Can the Cambridge Analytica scandal be a cybersecurity-related case study?

Business and tech writer Paul Matthews takes a look at the Cambridge Analytica data scandal, and its cybersecurity implications.

In 2018, the entire world was shocked by the Cambridge Analytica scandal. A matter so important, it actually was discussed in GDPR, resulting in having its own section on big data regulation (especially its acquisition process). In 2019, the Cambridge Analytica still comes up in a variety of sectors, including cybersecurity. Let's analyse the matter in more detail.

Why data acquisition was regulated

In order to understand why data acquisition can be considered from a cybersecurity perspective, we must analyse why it was covered in the original GDPR legislation.

As many may know, during the Cambridge Analytica scandal, a lot of data points were bought from Facebook, which led many users to think about the fact that their data was secretly harvested and gathered without any form of transparency from Zuckerberg's company.
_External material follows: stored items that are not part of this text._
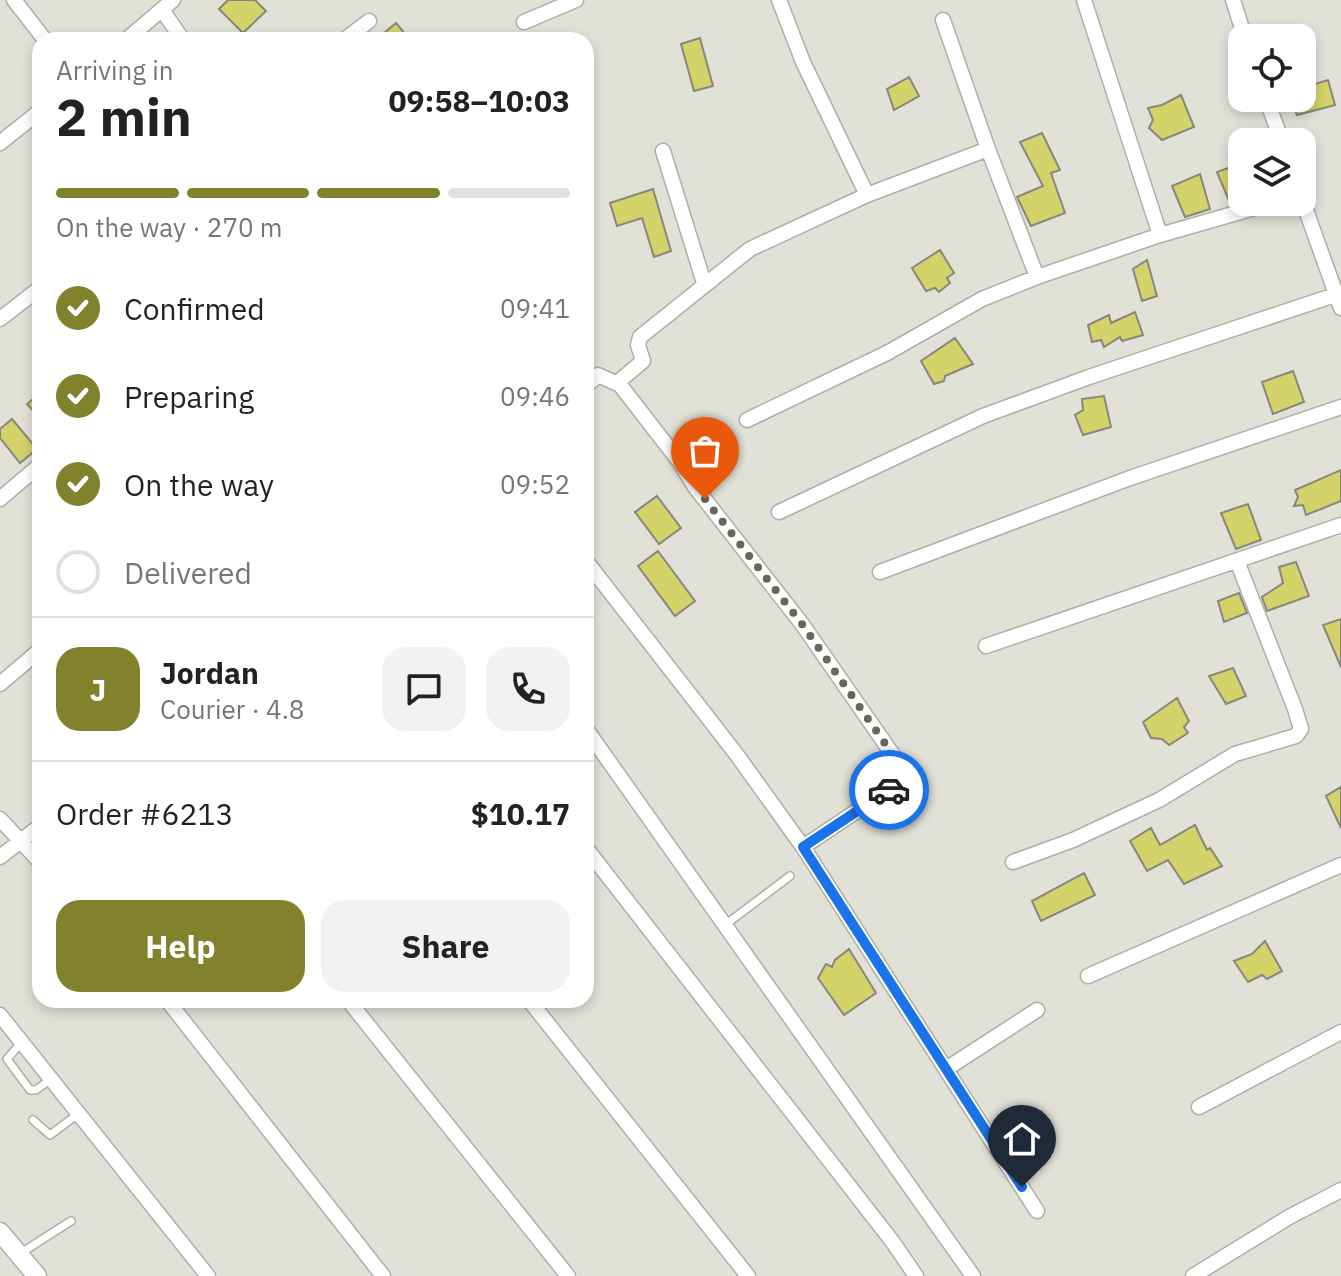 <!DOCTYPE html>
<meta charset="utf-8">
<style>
:root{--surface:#fff;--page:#f2f2f2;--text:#222;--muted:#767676;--line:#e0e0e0;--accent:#83822c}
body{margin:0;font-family:"IBM Plex Sans",sans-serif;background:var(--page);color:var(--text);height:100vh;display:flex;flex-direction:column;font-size:30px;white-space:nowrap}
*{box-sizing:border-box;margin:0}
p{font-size:26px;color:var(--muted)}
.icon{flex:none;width:44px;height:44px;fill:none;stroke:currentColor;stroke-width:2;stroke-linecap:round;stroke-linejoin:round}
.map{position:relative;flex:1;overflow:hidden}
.panel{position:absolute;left:32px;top:32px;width:562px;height:976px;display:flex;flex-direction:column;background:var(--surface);border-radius:24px;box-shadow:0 4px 12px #0003}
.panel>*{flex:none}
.tools{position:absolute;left:1228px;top:24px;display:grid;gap:16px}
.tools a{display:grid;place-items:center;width:88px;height:88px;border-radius:16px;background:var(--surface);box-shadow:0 4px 12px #0003;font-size:40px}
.pin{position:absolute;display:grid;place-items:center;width:68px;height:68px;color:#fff;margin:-82px -34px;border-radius:50% 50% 50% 0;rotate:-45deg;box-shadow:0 0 8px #0007}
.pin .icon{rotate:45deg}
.courier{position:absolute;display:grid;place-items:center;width:80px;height:80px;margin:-40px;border:6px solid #1a73e8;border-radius:50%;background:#fff;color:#222;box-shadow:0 2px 10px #0007}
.head em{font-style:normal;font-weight:800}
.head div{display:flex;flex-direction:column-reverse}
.head{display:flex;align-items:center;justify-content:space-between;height:136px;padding:0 24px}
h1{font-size:52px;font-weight:800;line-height:60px}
.bar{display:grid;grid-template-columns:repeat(4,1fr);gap:12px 8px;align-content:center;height:96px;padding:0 24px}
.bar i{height:10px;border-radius:6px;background:var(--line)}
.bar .active{background:var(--accent)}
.bar p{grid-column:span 4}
.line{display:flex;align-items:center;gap:20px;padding:0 24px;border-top:2px solid var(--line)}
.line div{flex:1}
.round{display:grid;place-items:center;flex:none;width:84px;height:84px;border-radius:24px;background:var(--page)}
ol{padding:0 24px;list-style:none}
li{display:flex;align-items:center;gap:24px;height:88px}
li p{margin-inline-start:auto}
li .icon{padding:8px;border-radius:50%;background:var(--accent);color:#fff;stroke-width:4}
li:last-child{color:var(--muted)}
li i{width:44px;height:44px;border:4px solid var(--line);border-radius:50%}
.button{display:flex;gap:16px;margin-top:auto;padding:16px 24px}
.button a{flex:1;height:92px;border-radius:24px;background:var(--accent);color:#fff;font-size:32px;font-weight:800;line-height:92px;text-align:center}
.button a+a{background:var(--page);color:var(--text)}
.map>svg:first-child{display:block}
.building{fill:#d3d369;stroke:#87877e;stroke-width:2}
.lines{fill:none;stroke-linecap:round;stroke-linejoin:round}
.service-casing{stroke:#aeafa5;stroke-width:10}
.minor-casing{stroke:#aeafa5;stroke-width:17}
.tertiary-casing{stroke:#aeafa5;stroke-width:21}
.service{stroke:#fff;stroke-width:7}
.minor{stroke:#fff;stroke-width:14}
.tertiary{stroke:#fff;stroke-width:18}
.done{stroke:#676762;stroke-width:8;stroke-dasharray:0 14.4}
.route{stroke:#1a73e8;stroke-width:10}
</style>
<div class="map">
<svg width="1341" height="1276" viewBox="0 0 1341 1276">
<rect width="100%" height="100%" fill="#e1e1d8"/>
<path class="building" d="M228,0h27l11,11 -23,22 -24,-24z
M396,23l14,17h-34z
M700,38l13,48 -19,5 -13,-47z
M909,77l10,19 -25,14 -7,-21z
M1328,80l7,25 -38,10 -6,-17h11v-10z
M1181,95l13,32 -32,13 -13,-12 4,-8 -5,-12 14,-3z
M1042,133l18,37 -9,3 14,40 -34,13 -14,-29 26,-11 -23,-44z
M1242,163v34l-12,6 -13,-31z
M1200,174l10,35 -25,8 -13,-31z
M653,189l18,62 -17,6 -12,-39 -25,8 -7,-23z
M940,250l14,23 -7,5 3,5 -11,9 -4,-4 -9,3 -14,-23z
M1147,260l10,36 -15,5 -9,-32z
M1135,312l8,23 -21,6 -2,-4 -16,10 -3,-7 -9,2 -4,-17 21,-10 2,8z
M955,338l18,26 -28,12 -1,5 -10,3 -13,-23z
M1293,371l11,31 -31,12 -11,-32z
M40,393v25l-13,-14z
M1104,396l7,31 -28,8 -8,-20 8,-5 -1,-11z
M12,419l25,30 -17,14 -20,-25v-9z
M1341,470v31l-35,14 -3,-10 -9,1 4,-9 -3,-7z
M657,496l24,32 -22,16 -24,-32z
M1248,504l13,36 -25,9 -15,-36z
M658,551l37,50 -20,15 -37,-50z
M1296,562l13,34 -42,15 -5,-14 21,-14 -4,-16z
M1239,593l8,20 -23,9 -6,-21z
M1341,619v48l-18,-42z
M1233,668l13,28 -20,8 -17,-28z
M1177,698l12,23 -5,6 4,6 -19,12 -7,-6 -11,-1 -8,-16z
M1341,787v41l-15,-32z
M1195,825l12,25 3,-2 12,18 -38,18 -16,-24 -21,11 -17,-30 21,-13 9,17z
M1084,873l11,22 -54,26 -9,-20z
M1265,941l17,30 -15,8 -5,-4 -14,7 -14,-21 18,-7z
M849,949l27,44 -32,22 -26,-37 8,-14 6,3 3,-7z"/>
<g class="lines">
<g class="service-casing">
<path id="service" d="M725,925l65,-49
M21,1043l-14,16 23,31h6l15,-11
M33,1120l17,15 28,-21
M21,1253l50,-32"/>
</g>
<g class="minor-casing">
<path id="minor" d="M14,0l31,40
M779,0l24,62 64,133
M1084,0l76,235
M1233,0l12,38
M162,10l21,30
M943,20l45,129 49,128
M524,22l52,-22
M126,40l47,-40
M344,40l25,-19
M1266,98l16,44
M0,143l40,-32
M663,151l41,132
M1302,199l39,109
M0,319l40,-31
M617,383l26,-22 -5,-16 2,-8 110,-88 117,-54 121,-46
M586,386l12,-11 22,10 59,76 16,26 107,137 98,141 2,11 -5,8 -94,63
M747,420l140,-67 95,-54 55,-22 123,-42 115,-33
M0,499l40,-34
M779,512l204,-96 106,-39 246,-82
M586,561l151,194 66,92 234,364
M880,572l250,-94 211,-71
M986,646l355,-121
M0,684l40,-34
M586,729l387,547
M0,819l40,43
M586,848l306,393 24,35
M0,857l40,-31
M1013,862l60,-22 86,-40 76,-46 61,-18 5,-7 -6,-20 -58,-148
M1088,976l253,-111
M167,1000l216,276
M348,1000l220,276
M529,1000l219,276
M0,1015l208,261
M946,1069l91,-59
M1199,1107l142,-75
M1193,1276l96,-59 52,-27"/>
</g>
<g class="tertiary-casing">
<path id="tertiary" d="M0,1232l37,44"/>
</g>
<use href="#service" class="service"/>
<use href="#minor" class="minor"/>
<use href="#tertiary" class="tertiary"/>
</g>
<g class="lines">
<path class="done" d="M705,499l97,125 98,141 2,11 -5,8 -8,6"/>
<path class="route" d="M889,790l-86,57 219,340"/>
</g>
</svg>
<div class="tools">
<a><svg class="icon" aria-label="locate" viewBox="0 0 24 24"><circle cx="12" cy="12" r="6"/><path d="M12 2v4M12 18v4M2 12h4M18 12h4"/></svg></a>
<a><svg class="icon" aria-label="layers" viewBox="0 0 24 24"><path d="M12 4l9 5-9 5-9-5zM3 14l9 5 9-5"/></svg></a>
</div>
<div class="pin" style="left:705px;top:499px;background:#ea580c"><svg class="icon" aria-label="bag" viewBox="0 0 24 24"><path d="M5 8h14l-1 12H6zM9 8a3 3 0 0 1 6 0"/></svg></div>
<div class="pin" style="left:1022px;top:1187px;background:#1f2937"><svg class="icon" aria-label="home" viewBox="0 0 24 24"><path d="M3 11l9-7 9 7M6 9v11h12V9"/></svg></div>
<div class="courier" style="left:889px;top:790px"><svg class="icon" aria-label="car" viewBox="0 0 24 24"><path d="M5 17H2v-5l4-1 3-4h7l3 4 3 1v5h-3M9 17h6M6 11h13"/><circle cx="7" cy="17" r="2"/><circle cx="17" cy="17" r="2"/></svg></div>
<section class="panel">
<div class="head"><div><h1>2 min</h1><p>Arriving in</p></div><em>09:58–10:03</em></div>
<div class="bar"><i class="active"></i><i class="active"></i><i class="active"></i><i></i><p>On the way · 270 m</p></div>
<ol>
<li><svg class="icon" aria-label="check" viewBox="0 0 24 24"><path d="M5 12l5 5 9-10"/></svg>Confirmed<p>09:41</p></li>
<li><svg class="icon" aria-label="check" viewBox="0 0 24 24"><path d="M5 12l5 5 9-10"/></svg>Preparing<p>09:46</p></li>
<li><svg class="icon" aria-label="check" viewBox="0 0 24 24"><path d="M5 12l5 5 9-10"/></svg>On the way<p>09:52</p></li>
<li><i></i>Delivered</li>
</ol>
<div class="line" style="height:144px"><b class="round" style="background:var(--accent);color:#fff">J</b><div><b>Jordan</b><p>Courier · 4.8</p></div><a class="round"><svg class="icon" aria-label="chat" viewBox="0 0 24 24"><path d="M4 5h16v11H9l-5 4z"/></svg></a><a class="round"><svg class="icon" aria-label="phone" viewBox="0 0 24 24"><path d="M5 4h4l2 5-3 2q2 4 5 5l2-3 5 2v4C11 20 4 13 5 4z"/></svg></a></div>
<div class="line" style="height:104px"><div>Order #6213</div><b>$10.17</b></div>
<div class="button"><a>Help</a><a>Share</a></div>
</section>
</div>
Data acquisition, gathering and storing has been regulated for this very reason: in fact, in 2019, it is mandatory to explain whether or not that very data is being collected by any form of software/application.

Why can this be considered from a cybersecurity perspective?

Since 2017, big data has definitely been a topic which many (both programmers and business figures) have covered. The way tools and applications are acquiring data points has become so big (especially in the advertising sector) that many have decided to move towards this process exclusively.

Companies, to reference, which were building big data-related tools have decided to start fresh with architectures which were building audiences on data points, which opened so many windows in terms of hacking (whether if soft or hard). With this in mind, the need for some sort of software which could have controlled and secured this matter (we must keep in mind that data points are connected to an individual device, therefore, to potential delicate information.)

In practice

Although relatively difficult to understand, the regulation of data acquisition and its subsequent storing has impacted a vast variety of businesses worldwide, mainly the ones who were heavily relying on data tailoring for advertising purposes. Digital marketing practices like re-targeting based on data points are still extremely popular in big enterprises like Amazon, Apple and Walmart.

The power of data-driven digital marketing strategies has delivered an extremely positive RoI to those companies, especially before the Cambridge Analytica scandal when (as mentioned above) the acquisition of data points wasn't regulated in any form.

How to cyber-secure big data in 2019

From a security perspective, it's important to understand the fact that in order to regulate big data and its acquisition (whether if via cookies or any other channel) there must be some variable rules within the Python scripts which are normally used for acquisition.

As many of you may know, Python is the programming language which operates numbers and variables which, when combined, create the numerical script known as "data point". Having precise limitations within the code will lead to a far more regulated acquisition and storage of such numerical points, especially when passively gathered (cookies).

Although still in its embryonic form, data science and cybersecurity are definitely working together now. After the Cambridge Analytica scandal, the usage of far more regulated libraries and Python tools for data acquisition has definitely become mandatory for big companies (and small ones, eventually).

GDPR has thoroughly impacted the overall data science sector and its regulation, given the strictness of such legislation, has put a breaking point in regards to the evolution of data science as a whole.

What we can expect in the nearest future is the evolution of this very subject towards even more strict laws, given the fact that many Python libraries have been "surpassing" those blocks which were included within GDPR.